PROJECT SUMMARY/ABSTRACT
This administrative supplement will support pilot work to quantify the effect of structural white advantage
(SWA) – policies and practices that provide greater resources and power to people racialized as white – on
cognitive health and ADRD risk among older US adults. The SWA framework complements structural racism
work by specifying the US context in which white racialization predominates the social hierarchy, providing insight
into how structural advantages promote cumulative cognitive health and the reduction of ADRD risk in later life
relative to multiple ethno-racial groups. Understanding the link between SWA and cognitive health may reveal
the effectiveness of policies/programs that target the distribution of resources to dominated groups (non-white)
to promote health equity. Additionally, the SWA framework provides a theoretical grounding to dissect potential
heterogeneities in cognitive reserve processes and outcomes among those racialized as white, providing
additional clues on how the intersection among structural inequities (e.g., SWA and classism) drives ADRD
disparities at the population level. A vital step in linking SWA to cognitive health is to operationalize and measure
SWA. The proposed project will 1) use administrative data to measure differential access to resources and power
between white and non-white groups and 2) apply confirmatory factor analysis to derive the SWA index.
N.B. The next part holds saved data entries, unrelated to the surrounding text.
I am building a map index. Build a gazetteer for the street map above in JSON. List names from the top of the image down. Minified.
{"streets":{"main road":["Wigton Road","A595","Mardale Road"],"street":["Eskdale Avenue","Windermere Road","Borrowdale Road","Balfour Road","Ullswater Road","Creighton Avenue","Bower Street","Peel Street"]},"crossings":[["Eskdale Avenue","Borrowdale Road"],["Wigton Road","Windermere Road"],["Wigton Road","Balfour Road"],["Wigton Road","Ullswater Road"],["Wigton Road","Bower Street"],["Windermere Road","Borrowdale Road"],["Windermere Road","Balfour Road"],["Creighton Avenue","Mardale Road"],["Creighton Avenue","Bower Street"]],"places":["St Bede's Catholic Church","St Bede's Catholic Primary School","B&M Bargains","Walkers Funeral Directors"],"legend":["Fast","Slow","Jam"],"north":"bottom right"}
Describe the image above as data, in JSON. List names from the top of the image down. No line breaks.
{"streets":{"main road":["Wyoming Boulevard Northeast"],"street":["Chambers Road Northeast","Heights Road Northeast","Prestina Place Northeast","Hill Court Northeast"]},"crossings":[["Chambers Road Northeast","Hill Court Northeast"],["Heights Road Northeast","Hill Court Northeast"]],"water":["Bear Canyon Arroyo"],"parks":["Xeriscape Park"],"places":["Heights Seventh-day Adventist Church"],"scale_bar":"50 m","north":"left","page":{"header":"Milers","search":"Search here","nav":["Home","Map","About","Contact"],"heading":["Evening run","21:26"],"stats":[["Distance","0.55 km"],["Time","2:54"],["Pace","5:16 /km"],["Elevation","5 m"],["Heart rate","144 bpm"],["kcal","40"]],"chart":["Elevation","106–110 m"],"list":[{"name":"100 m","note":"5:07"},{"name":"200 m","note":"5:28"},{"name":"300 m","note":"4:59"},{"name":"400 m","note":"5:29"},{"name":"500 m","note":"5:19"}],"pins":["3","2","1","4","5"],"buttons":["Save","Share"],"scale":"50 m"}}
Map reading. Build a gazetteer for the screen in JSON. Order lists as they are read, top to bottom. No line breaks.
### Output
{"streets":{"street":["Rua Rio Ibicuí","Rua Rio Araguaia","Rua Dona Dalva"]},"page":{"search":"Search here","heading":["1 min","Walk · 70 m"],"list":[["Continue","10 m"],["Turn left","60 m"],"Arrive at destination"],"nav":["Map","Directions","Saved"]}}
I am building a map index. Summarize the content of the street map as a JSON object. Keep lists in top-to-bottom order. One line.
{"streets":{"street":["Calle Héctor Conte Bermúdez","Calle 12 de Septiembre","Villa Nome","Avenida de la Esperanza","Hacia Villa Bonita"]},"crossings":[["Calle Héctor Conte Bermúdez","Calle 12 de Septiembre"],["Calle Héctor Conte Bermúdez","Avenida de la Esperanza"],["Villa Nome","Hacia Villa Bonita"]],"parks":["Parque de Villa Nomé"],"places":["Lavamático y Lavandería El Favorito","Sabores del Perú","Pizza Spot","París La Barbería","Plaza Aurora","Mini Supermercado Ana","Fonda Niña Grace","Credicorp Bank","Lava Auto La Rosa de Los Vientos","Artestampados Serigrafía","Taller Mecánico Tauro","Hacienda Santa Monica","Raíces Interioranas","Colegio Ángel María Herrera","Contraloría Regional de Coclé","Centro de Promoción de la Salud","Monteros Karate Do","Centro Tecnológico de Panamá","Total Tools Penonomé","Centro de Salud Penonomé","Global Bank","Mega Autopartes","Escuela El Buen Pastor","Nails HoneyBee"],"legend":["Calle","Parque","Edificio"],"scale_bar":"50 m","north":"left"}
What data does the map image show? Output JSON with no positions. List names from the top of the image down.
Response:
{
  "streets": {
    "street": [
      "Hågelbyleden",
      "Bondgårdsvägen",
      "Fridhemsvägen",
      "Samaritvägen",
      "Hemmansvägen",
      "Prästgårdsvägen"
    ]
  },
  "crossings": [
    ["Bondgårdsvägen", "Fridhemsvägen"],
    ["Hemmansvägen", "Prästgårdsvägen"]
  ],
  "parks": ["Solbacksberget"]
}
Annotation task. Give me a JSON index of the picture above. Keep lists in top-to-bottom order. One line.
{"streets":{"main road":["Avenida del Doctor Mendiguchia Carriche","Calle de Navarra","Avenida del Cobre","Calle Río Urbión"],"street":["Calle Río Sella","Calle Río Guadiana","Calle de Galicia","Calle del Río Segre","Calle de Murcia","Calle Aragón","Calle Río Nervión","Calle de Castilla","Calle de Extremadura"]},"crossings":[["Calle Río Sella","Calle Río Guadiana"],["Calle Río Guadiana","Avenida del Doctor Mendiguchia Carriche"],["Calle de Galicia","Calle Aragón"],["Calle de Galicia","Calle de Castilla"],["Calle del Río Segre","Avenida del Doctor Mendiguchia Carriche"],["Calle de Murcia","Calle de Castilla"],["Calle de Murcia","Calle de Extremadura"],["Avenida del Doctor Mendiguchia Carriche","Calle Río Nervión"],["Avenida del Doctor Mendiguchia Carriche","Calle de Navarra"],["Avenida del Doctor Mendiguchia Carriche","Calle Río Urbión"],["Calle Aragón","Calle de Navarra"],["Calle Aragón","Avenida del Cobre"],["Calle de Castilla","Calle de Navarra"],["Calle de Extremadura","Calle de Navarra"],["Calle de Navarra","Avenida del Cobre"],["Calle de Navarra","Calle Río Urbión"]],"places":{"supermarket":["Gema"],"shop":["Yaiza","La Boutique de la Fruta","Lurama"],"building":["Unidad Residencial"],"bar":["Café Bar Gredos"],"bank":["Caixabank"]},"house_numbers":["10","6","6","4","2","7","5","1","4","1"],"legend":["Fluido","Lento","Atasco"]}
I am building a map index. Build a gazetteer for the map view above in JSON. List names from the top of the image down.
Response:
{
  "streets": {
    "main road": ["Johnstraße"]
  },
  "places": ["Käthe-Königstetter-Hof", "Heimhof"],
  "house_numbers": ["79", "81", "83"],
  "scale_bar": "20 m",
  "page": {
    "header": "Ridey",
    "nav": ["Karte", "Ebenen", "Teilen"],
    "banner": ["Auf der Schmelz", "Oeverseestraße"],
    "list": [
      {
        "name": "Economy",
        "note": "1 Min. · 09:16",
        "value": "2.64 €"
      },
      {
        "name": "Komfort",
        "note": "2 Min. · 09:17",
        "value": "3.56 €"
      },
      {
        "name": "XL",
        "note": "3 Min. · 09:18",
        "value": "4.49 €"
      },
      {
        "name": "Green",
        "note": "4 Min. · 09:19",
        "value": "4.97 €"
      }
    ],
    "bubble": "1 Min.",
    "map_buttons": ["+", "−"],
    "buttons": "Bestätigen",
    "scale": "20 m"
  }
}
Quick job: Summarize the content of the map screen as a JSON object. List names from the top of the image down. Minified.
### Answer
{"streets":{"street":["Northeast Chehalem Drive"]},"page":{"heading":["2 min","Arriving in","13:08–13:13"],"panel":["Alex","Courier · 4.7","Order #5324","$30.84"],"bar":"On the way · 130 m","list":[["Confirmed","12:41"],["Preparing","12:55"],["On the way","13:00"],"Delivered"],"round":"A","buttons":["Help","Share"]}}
The
objective of the proposed project is to quantify the later-life cognitive health effects of SWA exposure in early
life and midlife for white, Black, and Hispanic participants from the nationally representative Health and
Retirement Survey. Results from the proposed supplement project will provide preliminary data for an R01
proposal that will examine relationships between SWA exposure and ADRD outcomes across additional NIA-
funded cohorts and assess for differential impacts by population and geography and intervening biological
mechanisms on cognitive function and ADRD risk. The R01 will also develop and test upstream structural
measures of the policies and practices that produce SWA to identify targets for potential interventions to reduce
ADRD disparities.
The proposed supplement aligns with the overall aims of the Minnesota Life Course Center for the Demography
and Economics of Aging (LCC) in three ways. (1) It brings together a new interdisciplinary team to support the
development of a promising junior scholar moving into research on the structural determinants of cognitive
health. (2) It will generate evidence of exposure to structural equities in early and midlife as a predictor of the
late-life risk of and racial disparities in ADRD risk among older adults. (3) Making the SWA indexes publicly
available aligns with the goals of the LCC’s External Innovative Network Core (the Network for Data-Intensive
Research on Aging [NDIRA]), which supports the use of novel data for research on population aging.

## Key facts

- **NIH application ID:** 10940390
- **Project number:** 3P30AG066613-05S1
- **Recipient organization:** UNIVERSITY OF MINNESOTA
- **Principal Investigator:** Sarah M Flood
- **Activity code:** P30 (R01, R21, SBIR, etc.)
- **Funding institute:** NIH
- **Fiscal year:** 2024
- **Award amount:** $266,166
- **Award type:** 3
- **Project period:** 2020-07-01 → 2026-06-30

## Primary source

NIH RePORTER: https://reporter.nih.gov/project-details/10940390

## Citation

> US National Institutes of Health, RePORTER application 10940390, Life Course Center for the Demography and Economics of Aging (3P30AG066613-05S1). Retrieved via AI Analytics 2026-05-27 from https://api.ai-analytics.org/grant/nih/10940390. Licensed CC0.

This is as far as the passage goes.